Ferrara compares the government to an unemployed person with no remaining ability to borrow — a particularly inept comparison.
The government’s more like an underemployed person, who isn’t bringing in as much revenue as he would if his productive capacity was being fully exploited.
And it’s not at all like a person who has “maxed out all his credit cards.” No such limit has been imposed upon the government; the world still finds the U.S. government to be the safest investment available. No, the debt ceiling is much more like a person creating an arbitrary limit to the amount of debt he wants to have. He sets a budget, plans his spending, but then becomes underemployed and his debt reaches that personal limit. What to do? Admit that the limit was arbitrary and borrow more money to tide him over until he finds full-time work, or undergo painful, damaging cuts in the name of a principal, regardless of his future prospects?
Ferrara’s choice above would clearly “be (b) start cutting back on expenses.” But he doesn’t point out what that would mean. Does it mean start living out of his car? Or does it mean getting rid of the car altogether? What if having a car would make it possible to have a higher-paying job later – would he still get rid of it now, just to avoid passing through an arbitrary debt limit now?
Remember, Congress has approved all of the spending we do today. It’s not like it’s a surprise.
Now, to Ferrara’s math. I’ve been through this exercise too.
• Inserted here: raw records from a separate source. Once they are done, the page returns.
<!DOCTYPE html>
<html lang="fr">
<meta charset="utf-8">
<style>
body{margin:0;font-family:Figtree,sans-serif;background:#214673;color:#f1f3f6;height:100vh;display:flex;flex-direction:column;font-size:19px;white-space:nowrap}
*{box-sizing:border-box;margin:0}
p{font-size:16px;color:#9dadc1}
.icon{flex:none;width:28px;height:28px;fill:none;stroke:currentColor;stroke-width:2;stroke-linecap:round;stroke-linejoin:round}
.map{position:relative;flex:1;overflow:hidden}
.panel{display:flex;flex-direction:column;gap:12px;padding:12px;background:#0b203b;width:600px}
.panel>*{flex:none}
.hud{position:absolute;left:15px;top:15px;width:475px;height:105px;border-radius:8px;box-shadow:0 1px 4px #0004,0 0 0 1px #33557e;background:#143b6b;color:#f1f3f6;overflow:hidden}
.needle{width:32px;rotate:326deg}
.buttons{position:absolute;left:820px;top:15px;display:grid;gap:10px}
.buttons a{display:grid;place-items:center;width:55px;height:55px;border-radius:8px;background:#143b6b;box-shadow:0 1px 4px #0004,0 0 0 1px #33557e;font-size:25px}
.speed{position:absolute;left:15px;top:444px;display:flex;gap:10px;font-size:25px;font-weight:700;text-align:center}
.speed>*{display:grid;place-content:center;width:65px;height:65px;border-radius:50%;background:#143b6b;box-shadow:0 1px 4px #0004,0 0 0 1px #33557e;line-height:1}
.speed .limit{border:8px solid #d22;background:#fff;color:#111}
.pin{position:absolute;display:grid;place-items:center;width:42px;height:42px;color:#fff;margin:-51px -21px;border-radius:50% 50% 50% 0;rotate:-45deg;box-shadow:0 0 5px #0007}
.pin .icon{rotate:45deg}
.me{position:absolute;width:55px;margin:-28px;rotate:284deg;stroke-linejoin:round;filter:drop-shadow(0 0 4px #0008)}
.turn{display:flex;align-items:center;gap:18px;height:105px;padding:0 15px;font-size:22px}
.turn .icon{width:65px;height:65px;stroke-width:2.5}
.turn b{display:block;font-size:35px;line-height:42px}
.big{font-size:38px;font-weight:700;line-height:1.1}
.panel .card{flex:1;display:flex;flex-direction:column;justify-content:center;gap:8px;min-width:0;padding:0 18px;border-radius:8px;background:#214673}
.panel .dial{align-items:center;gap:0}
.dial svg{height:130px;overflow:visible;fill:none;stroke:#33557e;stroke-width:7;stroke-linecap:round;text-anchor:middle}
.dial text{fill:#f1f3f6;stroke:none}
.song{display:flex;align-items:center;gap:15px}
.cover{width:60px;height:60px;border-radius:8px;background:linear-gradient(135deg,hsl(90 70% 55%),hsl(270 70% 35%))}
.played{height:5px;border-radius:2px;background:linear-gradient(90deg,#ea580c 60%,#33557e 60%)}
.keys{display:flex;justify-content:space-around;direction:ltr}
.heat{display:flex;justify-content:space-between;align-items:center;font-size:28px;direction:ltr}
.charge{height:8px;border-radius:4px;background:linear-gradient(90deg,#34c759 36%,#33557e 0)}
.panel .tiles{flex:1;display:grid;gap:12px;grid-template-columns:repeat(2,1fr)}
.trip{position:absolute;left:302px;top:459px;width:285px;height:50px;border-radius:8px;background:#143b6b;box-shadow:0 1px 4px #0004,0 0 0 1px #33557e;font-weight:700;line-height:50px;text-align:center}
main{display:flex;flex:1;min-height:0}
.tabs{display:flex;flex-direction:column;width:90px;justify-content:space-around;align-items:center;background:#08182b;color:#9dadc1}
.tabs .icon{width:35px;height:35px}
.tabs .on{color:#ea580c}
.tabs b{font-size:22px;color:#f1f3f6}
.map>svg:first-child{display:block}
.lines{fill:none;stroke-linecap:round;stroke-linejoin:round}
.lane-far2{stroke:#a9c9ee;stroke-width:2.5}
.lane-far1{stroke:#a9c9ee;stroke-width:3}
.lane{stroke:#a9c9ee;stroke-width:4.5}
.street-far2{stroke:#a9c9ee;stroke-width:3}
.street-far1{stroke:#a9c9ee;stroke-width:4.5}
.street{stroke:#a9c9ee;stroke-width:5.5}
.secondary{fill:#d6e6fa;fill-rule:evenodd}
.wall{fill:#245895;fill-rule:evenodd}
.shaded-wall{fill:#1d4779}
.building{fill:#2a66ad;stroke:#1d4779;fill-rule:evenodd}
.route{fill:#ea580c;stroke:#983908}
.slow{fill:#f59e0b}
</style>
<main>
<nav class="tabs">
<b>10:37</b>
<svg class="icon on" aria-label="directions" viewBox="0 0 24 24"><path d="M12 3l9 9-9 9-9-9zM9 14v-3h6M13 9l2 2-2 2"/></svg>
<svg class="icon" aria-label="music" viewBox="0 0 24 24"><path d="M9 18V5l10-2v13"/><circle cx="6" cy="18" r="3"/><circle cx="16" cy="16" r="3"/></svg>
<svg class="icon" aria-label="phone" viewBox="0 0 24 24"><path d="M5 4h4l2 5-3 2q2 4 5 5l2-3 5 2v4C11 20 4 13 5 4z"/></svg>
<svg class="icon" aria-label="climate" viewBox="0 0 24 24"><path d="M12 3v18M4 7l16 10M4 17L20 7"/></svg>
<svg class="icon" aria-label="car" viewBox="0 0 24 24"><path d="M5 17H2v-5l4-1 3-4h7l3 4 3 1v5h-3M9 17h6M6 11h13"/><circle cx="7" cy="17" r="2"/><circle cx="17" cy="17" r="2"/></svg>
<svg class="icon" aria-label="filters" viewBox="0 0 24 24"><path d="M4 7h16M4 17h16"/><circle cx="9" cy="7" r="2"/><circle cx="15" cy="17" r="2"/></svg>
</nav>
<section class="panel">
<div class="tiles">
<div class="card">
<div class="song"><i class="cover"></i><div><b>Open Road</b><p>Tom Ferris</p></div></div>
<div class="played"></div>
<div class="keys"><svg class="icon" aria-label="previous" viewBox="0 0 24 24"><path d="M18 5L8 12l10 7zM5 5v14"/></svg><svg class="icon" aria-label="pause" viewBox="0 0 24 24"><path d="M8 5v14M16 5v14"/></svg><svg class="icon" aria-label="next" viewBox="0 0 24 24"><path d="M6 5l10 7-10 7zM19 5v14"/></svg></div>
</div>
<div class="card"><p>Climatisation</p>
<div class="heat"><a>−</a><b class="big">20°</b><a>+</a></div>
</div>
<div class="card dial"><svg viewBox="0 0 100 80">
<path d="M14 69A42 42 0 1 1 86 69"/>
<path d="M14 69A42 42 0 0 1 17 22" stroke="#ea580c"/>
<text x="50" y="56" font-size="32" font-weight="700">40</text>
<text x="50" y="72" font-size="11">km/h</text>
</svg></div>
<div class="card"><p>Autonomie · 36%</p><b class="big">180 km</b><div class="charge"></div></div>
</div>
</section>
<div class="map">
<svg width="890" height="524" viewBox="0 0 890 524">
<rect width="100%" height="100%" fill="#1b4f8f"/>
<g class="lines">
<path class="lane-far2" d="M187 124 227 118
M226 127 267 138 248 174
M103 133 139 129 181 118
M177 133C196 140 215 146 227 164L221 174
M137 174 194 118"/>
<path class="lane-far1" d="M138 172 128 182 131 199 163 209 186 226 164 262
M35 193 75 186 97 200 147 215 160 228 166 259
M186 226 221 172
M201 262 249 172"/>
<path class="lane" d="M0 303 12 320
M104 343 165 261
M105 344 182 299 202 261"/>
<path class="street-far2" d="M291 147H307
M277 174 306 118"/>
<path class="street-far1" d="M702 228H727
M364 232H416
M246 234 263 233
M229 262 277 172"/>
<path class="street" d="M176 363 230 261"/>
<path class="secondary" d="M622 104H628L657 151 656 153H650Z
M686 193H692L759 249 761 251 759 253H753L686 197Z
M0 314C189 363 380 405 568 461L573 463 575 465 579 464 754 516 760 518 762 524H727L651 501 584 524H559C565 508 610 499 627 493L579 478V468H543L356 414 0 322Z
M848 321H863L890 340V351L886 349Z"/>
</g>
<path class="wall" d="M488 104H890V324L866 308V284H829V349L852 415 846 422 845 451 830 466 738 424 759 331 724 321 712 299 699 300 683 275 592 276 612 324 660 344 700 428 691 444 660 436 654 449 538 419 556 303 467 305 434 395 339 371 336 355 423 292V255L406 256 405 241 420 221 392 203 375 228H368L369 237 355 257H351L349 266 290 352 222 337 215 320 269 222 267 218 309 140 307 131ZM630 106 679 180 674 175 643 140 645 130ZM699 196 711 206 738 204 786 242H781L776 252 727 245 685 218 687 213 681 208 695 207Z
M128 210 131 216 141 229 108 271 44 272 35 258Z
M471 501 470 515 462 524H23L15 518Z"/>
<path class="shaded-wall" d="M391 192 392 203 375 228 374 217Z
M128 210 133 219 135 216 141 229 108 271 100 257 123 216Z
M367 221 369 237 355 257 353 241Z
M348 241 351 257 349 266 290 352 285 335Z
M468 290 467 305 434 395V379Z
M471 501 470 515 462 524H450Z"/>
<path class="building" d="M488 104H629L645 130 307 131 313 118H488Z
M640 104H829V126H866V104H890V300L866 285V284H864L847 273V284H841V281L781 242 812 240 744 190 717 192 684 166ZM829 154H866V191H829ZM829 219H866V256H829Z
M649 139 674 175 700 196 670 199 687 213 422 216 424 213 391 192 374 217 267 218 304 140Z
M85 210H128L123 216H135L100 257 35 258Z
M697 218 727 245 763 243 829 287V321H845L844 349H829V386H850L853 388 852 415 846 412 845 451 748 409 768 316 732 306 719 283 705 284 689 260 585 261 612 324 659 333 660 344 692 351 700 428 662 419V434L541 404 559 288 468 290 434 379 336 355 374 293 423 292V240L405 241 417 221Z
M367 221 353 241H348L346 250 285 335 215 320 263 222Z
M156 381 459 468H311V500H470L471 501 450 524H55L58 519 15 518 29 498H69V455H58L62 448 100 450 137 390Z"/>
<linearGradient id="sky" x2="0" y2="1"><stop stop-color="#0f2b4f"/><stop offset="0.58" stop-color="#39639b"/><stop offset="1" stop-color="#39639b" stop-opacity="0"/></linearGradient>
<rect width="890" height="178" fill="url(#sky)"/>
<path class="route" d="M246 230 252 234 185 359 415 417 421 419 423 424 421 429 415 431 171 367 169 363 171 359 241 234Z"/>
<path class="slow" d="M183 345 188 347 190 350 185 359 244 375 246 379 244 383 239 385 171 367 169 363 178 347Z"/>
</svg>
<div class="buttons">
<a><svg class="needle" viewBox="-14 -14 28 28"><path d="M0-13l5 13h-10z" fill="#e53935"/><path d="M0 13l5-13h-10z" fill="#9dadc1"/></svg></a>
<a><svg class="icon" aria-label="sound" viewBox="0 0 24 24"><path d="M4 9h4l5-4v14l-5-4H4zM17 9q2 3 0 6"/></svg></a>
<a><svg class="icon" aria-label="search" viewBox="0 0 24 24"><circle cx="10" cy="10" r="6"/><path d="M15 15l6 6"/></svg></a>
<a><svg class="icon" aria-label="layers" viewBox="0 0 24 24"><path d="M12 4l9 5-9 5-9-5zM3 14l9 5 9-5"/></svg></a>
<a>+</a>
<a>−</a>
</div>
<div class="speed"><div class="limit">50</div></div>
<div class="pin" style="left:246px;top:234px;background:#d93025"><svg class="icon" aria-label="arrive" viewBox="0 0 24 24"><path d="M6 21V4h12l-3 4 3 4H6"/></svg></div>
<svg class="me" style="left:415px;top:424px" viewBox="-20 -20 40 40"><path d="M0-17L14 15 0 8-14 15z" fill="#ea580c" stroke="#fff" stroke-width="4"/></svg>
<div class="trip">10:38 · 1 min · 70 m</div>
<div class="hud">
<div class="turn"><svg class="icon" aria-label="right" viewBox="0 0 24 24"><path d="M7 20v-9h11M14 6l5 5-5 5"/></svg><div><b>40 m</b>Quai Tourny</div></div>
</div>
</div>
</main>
He very conveniently cuts the discussion short; we can pay the debt, and we can pay full Social Security benefits, and we can pay the entire military budget, he says. We can afford “these most urgent obligations.” But what about those obligations that must by definition be “less urgent”? Air traffic control, for example? Or Medicare? Or food safety inspectors? How would these things be affected?
I can’t replicate all of Ferrara’s numbers, but no matter – it’s not by much. Obama’s 2012 budget estimates 2011 revenue from all sources other than social insurance and retirement receipts to be $1,366.9 billion (down $331.5 billion or 19.5% from 2007). Net interest, $206.7 billion, must be paid, leaving $1,160.2 billion.
Ferrara makes an error I’ve made, which is thinking that the Social Security shortfall must be paid out of current tax revenues. It doesn’t. Social Security would draw down its trust fund to pay beneficiaries. The government would simply roll this debt from the trust fund into publicly held debt. The trust fund goes down by $162.6 billion (Ferrara’s number), and the publicly held debt goes up by $162.6 billion.
So the situation isn’t as dire as we thought, right?
Well… Take out defense spending, which is $768.2 billion, and we’re left with $392 billion of current revenue — to spread across programs with spending set by Congress at $1,691 billion. The budget cuts across all other programs would have to average 76.8%.
Why do you suppose Ferrara didn’t continue the argument to its logical conclusion? What happens to services for veterans costing $141 billion? Justice administration at $61 billion? Medicaid spending of $276 billion? Unemployment compensation of $134 billion? Federal government employee retirement and disability payments of $127 billion? Food and nutrition assistance of $107 billion?
Why didn’t he continue? Simple. His view of reality withers under more than the most cursory of glances.